Emerge così che la povertà assoluta continua a essere su livelli record, e che vari, e multiformi, fenomeni di disagio sociale si affacciano, sempre più, sul panorama italiano. Alcuni di queste questioni sono, purtroppo, di vecchia data ma continuano a colpire in modo particolarmente allarmante. Si pensi, ad esempio, ai problemi legati all’abitazione, un diritto che si ritiene da tempo negato a tante (troppe) persone e famiglie, su più livelli di gravità.
Si sottolineano poi gli ostacoli “istituzionali” e “normativi” che impediscono l’accesso alle misure alternative al carcere o le barriere che limitano la fruizione delle “nuove” misure di reddito minimo, Sfl ed Adi che hanno sostituito il Reddito di cittadinanza, introdotte negli ultimi anni.
Oggi, insomma, in Italia vive in una condizione di povertà assoluta il 9,7% della popolazione, praticamente una persona su dieci. Complessivamente si contano ben 5 milioni e 694 mila poveri assoluti, per un totale di oltre 2 milioni 217 mila famiglie (l’8,4% dei nuclei). Un dato, questo, peraltro, in leggero aumento rispetto al 2022 su base familiare e stabile sul piano individuale, e che risulta ancora il più alto della serie storica, e che non accenna a diminuire.

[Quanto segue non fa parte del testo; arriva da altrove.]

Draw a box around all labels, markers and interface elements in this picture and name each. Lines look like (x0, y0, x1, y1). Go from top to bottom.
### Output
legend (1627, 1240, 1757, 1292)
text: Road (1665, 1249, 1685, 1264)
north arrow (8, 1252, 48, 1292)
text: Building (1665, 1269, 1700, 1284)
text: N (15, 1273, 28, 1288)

In questo quadro è un elemento di allarme sociale quello che si coglie anche dagli ultimi dati Istat e che riguarda chi lavora. Continua, infatti, a crescere in modo preoccupante la povertà anche tra coloro che, nonostante tutto, un lavoro magari “povero” ce l’hanno (quelle persone chiamate “working poors“). Complessivamente questo fenomeno interessa ben l’8% degli occupati (era il 7,7% nel 2022) anche se esistono, ovviamente, marcate differenze in base alla categoria di lavoratori. Se si ha, per esempio, una posizione da dirigente, quadro o impiegato questo “rischio” scende al 2,8%, mentre balza al 16,5% (dal 14,7% del 2022) se si svolge un lavoro da operaio o assimilato.

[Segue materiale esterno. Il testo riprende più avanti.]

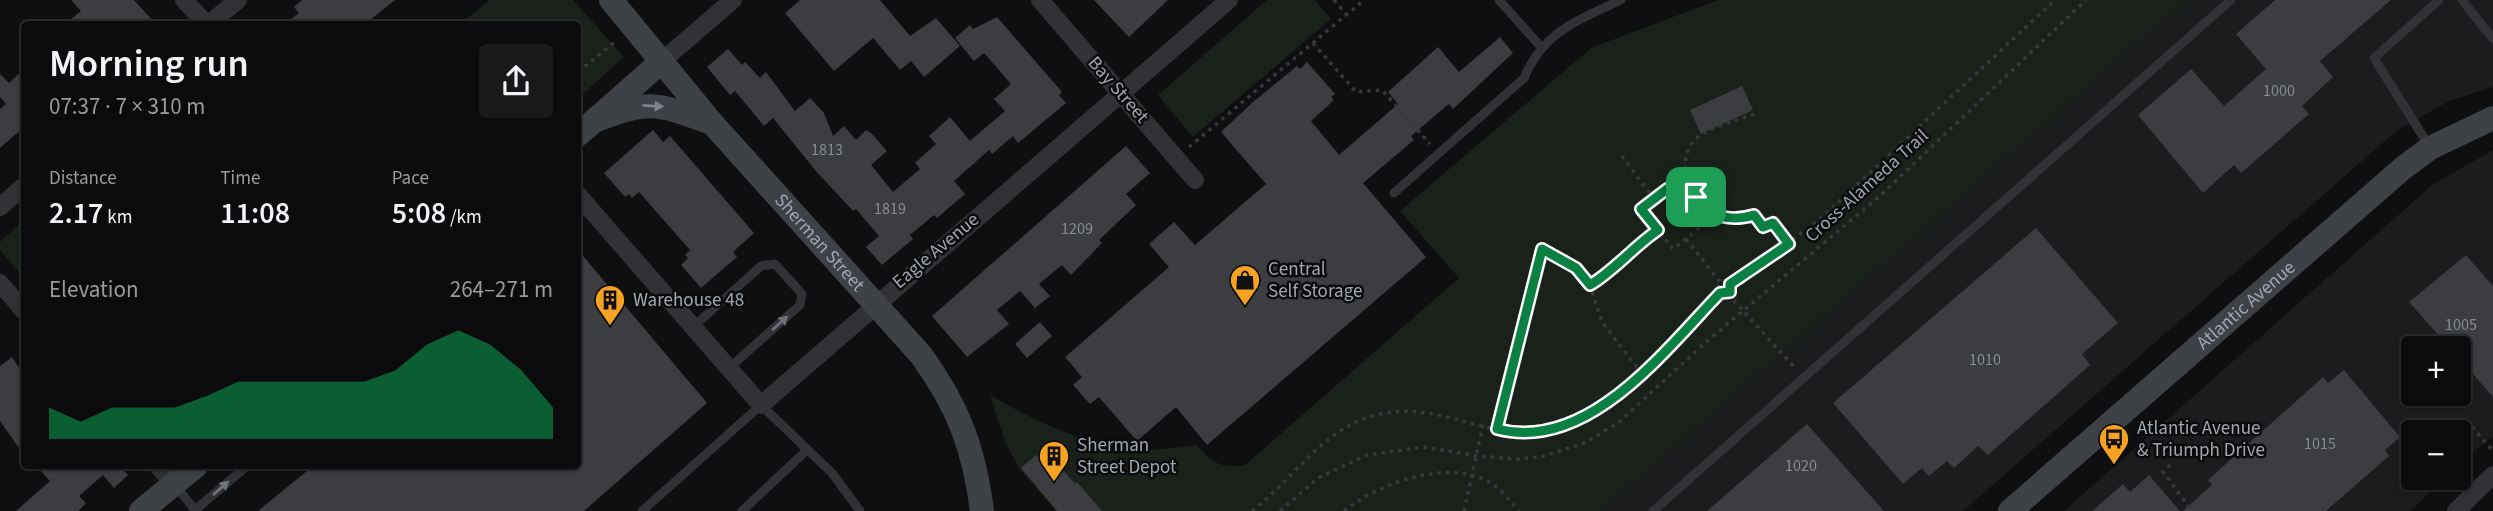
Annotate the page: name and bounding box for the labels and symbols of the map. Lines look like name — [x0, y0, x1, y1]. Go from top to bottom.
street label: Bay Street — [1081, 51, 1155, 130]
house number: 1000 — [2263, 80, 2295, 102]
one-way arrow — [642, 101, 664, 112]
street label: Cross-Alameda Trail — [1799, 123, 1935, 249]
house number: 1813 — [811, 139, 843, 161]
pin — [1666, 167, 1726, 227]
street label: Sherman Street — [768, 187, 871, 298]
house number: 1819 — [874, 198, 906, 220]
street label: Eagle Avenue — [887, 207, 985, 295]
house number: 1209 — [1061, 218, 1093, 240]
street label: Atlantic Avenue — [2190, 254, 2301, 356]
place label: Central Self Storage — [1268, 256, 1362, 305]
shop icon: Central Self Storage — [1228, 263, 1262, 307]
building icon: Warehouse 48 — [593, 283, 627, 327]
place label: Warehouse 48 — [633, 287, 744, 314]
house number: 1005 — [2445, 314, 2477, 336]
one-way arrow — [771, 315, 789, 331]
house number: 1010 — [1969, 349, 2001, 371]
place label: Atlantic Avenue & Triumph Drive — [2137, 415, 2265, 464]
bus stop icon: Atlantic Avenue & Triumph Drive — [2097, 422, 2131, 466]
place label: Sherman Street Depot — [1077, 432, 1177, 481]
house number: 1015 — [2304, 433, 2336, 455]
building icon: Sherman Street Depot — [1037, 439, 1071, 483]
house number: 1020 — [1785, 455, 1817, 477]
one-way arrow — [212, 481, 229, 496]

Un dato, quest’ultimo in particolare, che dovrebbe spaventare e sollecitare la Politica e le Parti sociali. Emerge, infatti, un’emblematica debolezza del lavoro che ha smesso, in molti casi, e in particolare per le fasce della popolazione più fragili, di essere un fattore di tutela e di protezione sociale e, per altri aspetti, di emancipazione.
Anche di questo sarebbe opportuno che si discutesse, se necessario anche animatamente, nel dialogo, auspicabilmente costruttivo, tra il Governo, sindacati, associazioni datoriali e, perché no, anche con realtà importanti del Terzo settore come la Caritas.